ASSIGNED TASK >>
Nothing but the lines from the first line of the material below through the line that holds "I need the bounding" should be set down, exactly and with pictures left out.

STORED DATA >>
════════
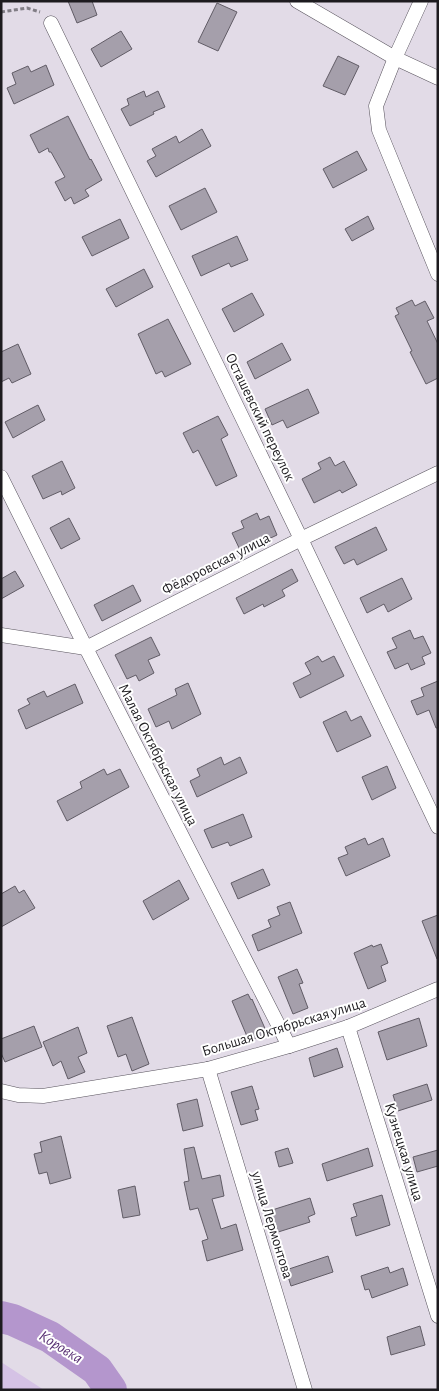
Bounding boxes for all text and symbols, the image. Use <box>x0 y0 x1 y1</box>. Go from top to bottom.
street label: Осташевский переулок <box>223 351 297 483</box>
street label: Фёдоровская улица <box>160 530 273 598</box>
street label: Малая Октябрьская улица <box>116 682 200 828</box>
street label: Большая Октябрьская улица <box>200 995 368 1059</box>
street label: Кузнецкая улица <box>382 1101 426 1203</box>
street label: улица Лермонтова <box>248 1169 296 1281</box>
water label: Коровка <box>36 1328 86 1367</box>

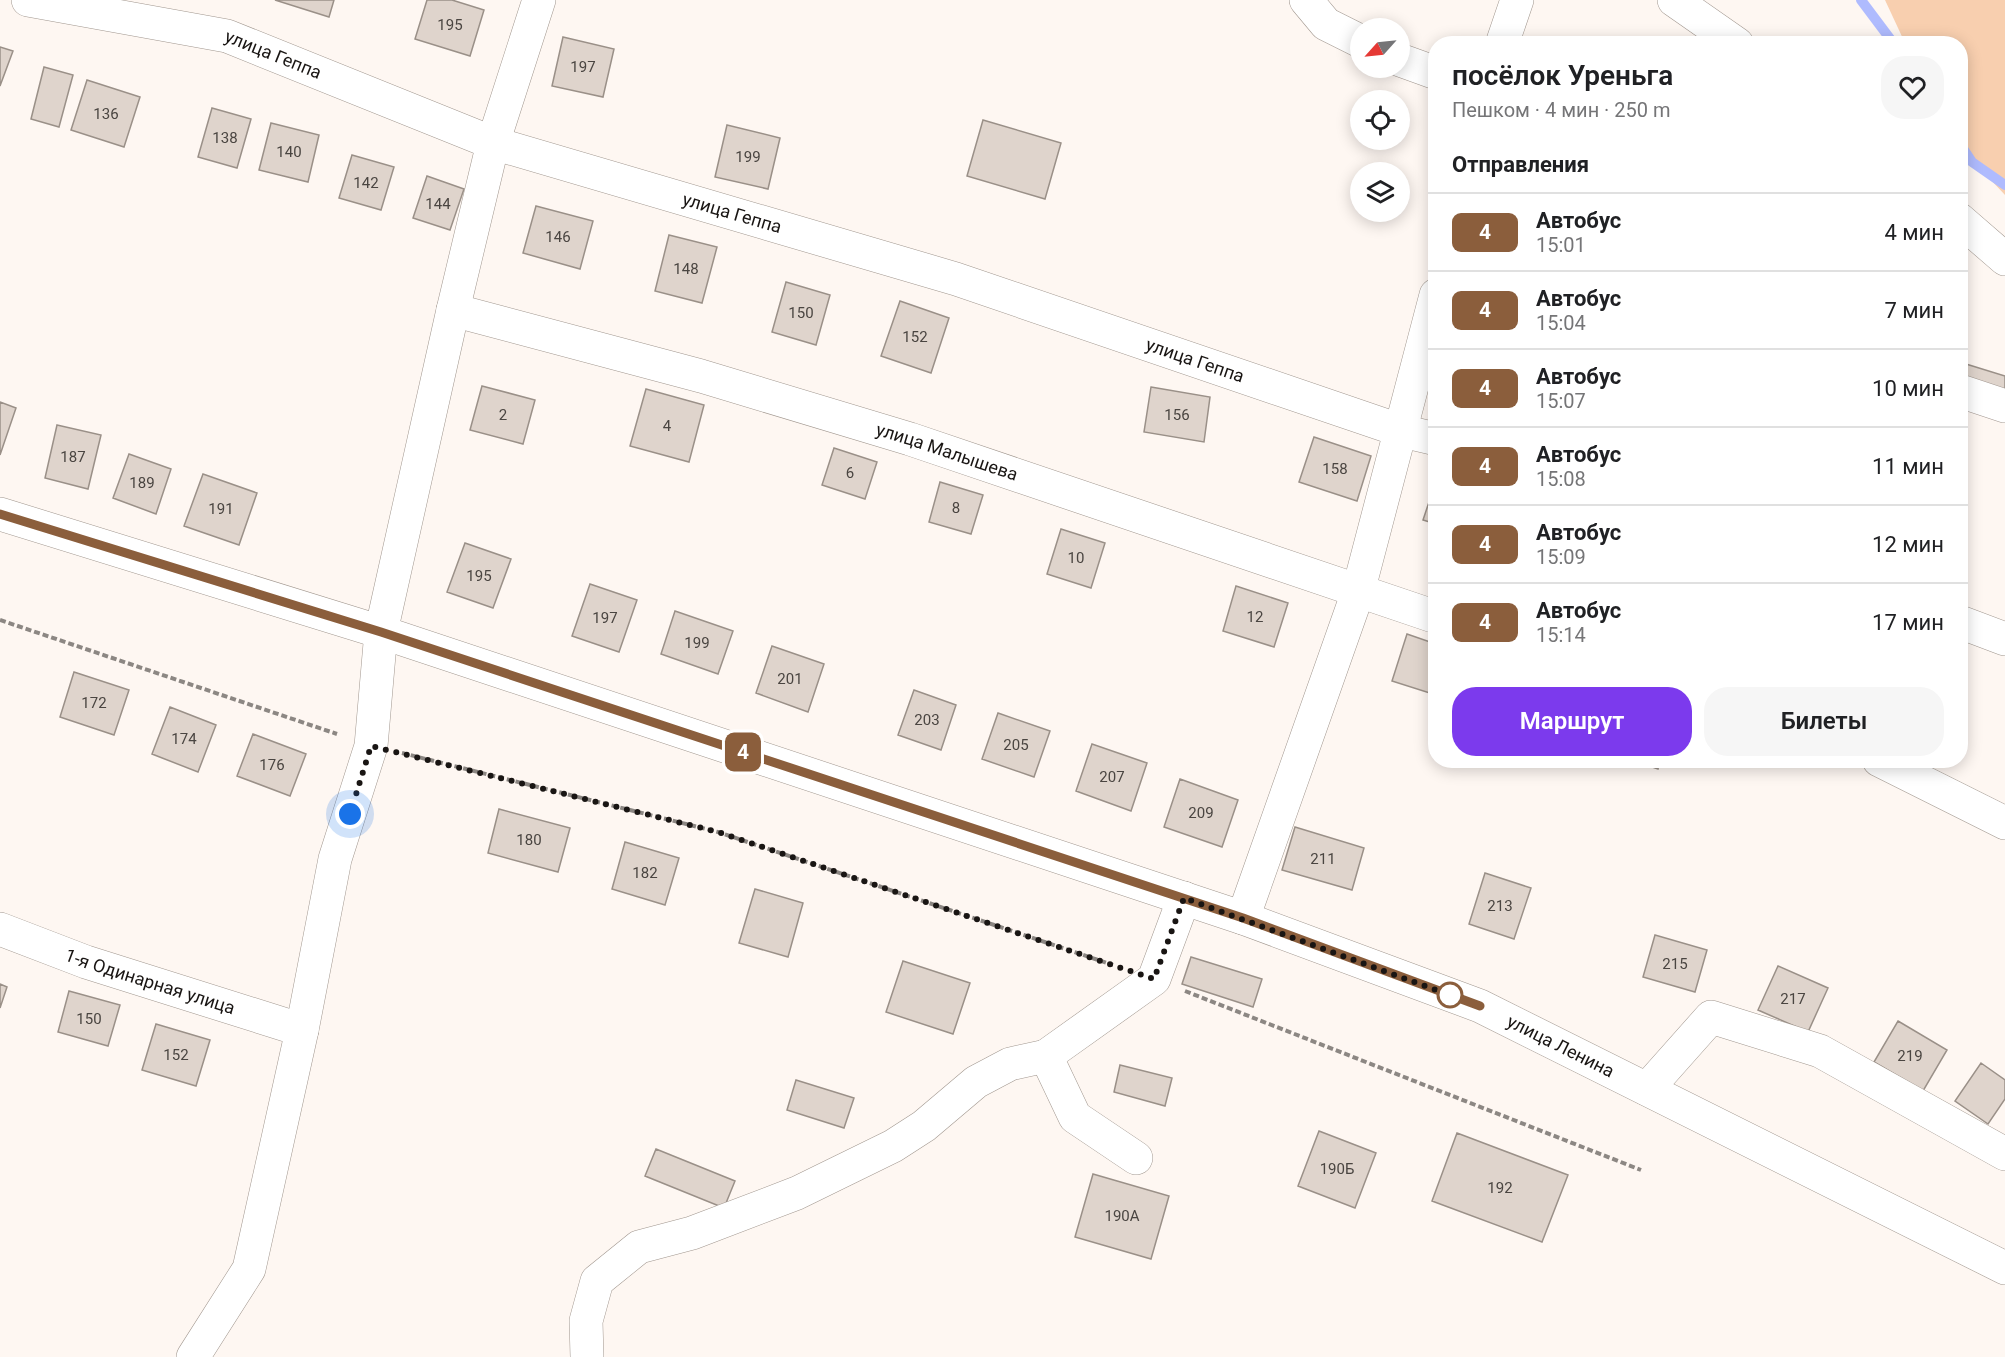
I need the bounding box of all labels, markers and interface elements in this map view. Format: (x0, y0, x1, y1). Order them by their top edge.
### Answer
house number: 195 (437, 16, 463, 34)
north arrow (1350, 18, 1410, 78)
map controls (1350, 18, 1410, 222)
street label: улица Геппа (222, 25, 325, 83)
button: heart (1881, 56, 1944, 119)
house number: 197 (570, 58, 596, 76)
text: посёлок Уреньга (1452, 59, 1673, 92)
button: locate (1350, 90, 1410, 150)
text: Пешком · 4 мин · 250 m (1452, 98, 1671, 122)
house number: 136 (93, 105, 119, 123)
house number: 138 (212, 129, 238, 147)
house number: 140 (276, 143, 302, 161)
house number: 199 (735, 148, 761, 166)
text: Отправления (1452, 152, 1589, 177)
button: layers (1350, 162, 1410, 222)
house number: 142 (353, 174, 379, 192)
street label: улица Геппа (680, 188, 784, 237)
house number: 144 (425, 195, 451, 213)
text: Автобус (1536, 208, 1621, 233)
text: 4 (1479, 220, 1491, 244)
text: 4 мин (1884, 220, 1944, 245)
house number: 146 (545, 228, 571, 246)
text: 15:01 (1536, 233, 1586, 257)
house number: 148 (673, 260, 699, 278)
text: Автобус (1536, 286, 1621, 311)
text: 4 (1479, 298, 1491, 322)
text: 7 мин (1884, 298, 1944, 323)
house number: 150 (788, 304, 814, 322)
text: 15:04 (1536, 311, 1586, 335)
house number: 152 (902, 328, 928, 346)
street label: улица Геппа (1143, 334, 1247, 386)
text: Автобус (1536, 364, 1621, 389)
text: 4 (1479, 376, 1491, 400)
text: 10 мин (1872, 376, 1944, 401)
text: 15:07 (1536, 389, 1586, 413)
house number: 2 (499, 406, 507, 424)
house number: 156 (1164, 406, 1190, 424)
house number: 4 (663, 417, 672, 435)
street label: улица Малышева (874, 418, 1021, 485)
text: Автобус (1536, 442, 1621, 467)
house number: 187 (60, 448, 86, 466)
text: 4 (1479, 454, 1491, 478)
text: 11 мин (1872, 454, 1944, 479)
house number: 158 (1322, 460, 1348, 478)
house number: 6 (846, 464, 854, 482)
text: 15:08 (1536, 467, 1586, 491)
house number: 189 (129, 474, 155, 492)
house number: 8 (952, 499, 960, 517)
house number: 191 (208, 500, 234, 518)
text: Автобус (1536, 520, 1621, 545)
text: 4 (1479, 532, 1491, 556)
text: 12 мин (1872, 532, 1944, 557)
text: 15:09 (1536, 545, 1586, 569)
house number: 10 (1068, 549, 1084, 567)
house number: 195 (466, 567, 492, 585)
text: Автобус (1536, 598, 1621, 623)
house number: 12 (1247, 608, 1263, 626)
house number: 197 (592, 609, 618, 627)
text: 4 (1479, 610, 1491, 634)
text: 17 мин (1872, 610, 1944, 635)
text: 15:14 (1536, 623, 1586, 647)
house number: 199 (684, 634, 710, 652)
house number: 201 (777, 670, 803, 688)
button: Маршрут (1452, 687, 1692, 756)
button: Билеты (1704, 687, 1944, 756)
house number: 172 (81, 694, 107, 712)
house number: 203 (914, 711, 940, 729)
house number: 174 (171, 730, 197, 748)
line badge: 4 (724, 732, 762, 771)
house number: 205 (1003, 736, 1029, 754)
text: 4 (737, 740, 749, 764)
house number: 176 (259, 756, 285, 774)
house number: 207 (1099, 768, 1125, 786)
your location (335, 799, 365, 829)
house number: 209 (1188, 804, 1214, 822)
house number: 180 (516, 831, 542, 849)
house number: 211 (1310, 850, 1336, 868)
house number: 182 (632, 864, 658, 882)
house number: 213 (1487, 897, 1513, 915)
street label: 1-я Одинарная улица (62, 944, 238, 1018)
house number: 215 (1662, 955, 1688, 973)
unlabelled marker (1437, 982, 1463, 1008)
house number: 217 (1780, 990, 1806, 1008)
house number: 150 (76, 1010, 102, 1028)
street label: улица Ленина (1504, 1010, 1618, 1081)
house number: 152 (163, 1046, 189, 1064)
house number: 219 (1897, 1047, 1923, 1065)
house number: 190Б (1320, 1160, 1354, 1178)
house number: 192 (1487, 1179, 1513, 1197)
house number: 190А (1104, 1207, 1140, 1225)

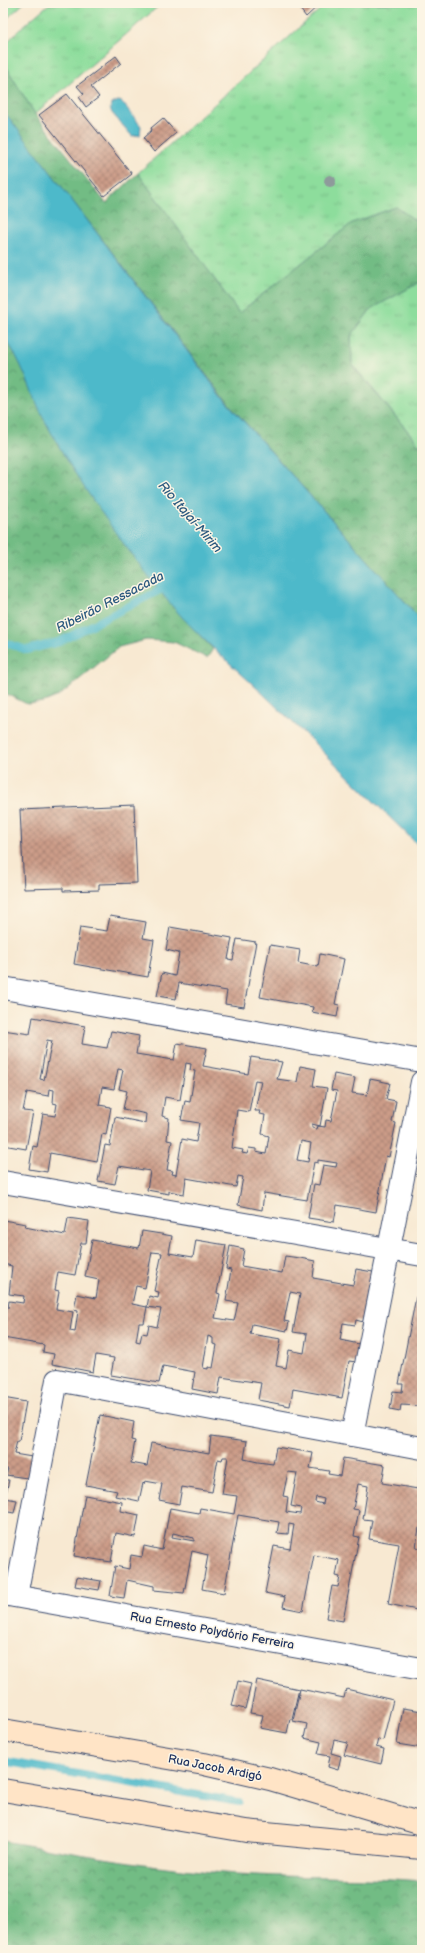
════════
WRITTEN ANSWER >>
Bounding boxes for all text and symbols, the image. Use <box>x0 y0 x1 y1</box>. Go from top to bottom.
street label: Осташевский переулок <box>223 351 297 483</box>
street label: Фёдоровская улица <box>160 530 273 598</box>
street label: Малая Октябрьская улица <box>116 682 200 828</box>
street label: Большая Октябрьская улица <box>200 995 368 1059</box>
street label: Кузнецкая улица <box>382 1101 426 1203</box>
street label: улица Лермонтова <box>248 1169 296 1281</box>
water label: Коровка <box>36 1328 86 1367</box>

I need the bounding box of all labels, markers and interface elements in this map view. Format: (x0, y0, x1, y1). Order them by their top edge.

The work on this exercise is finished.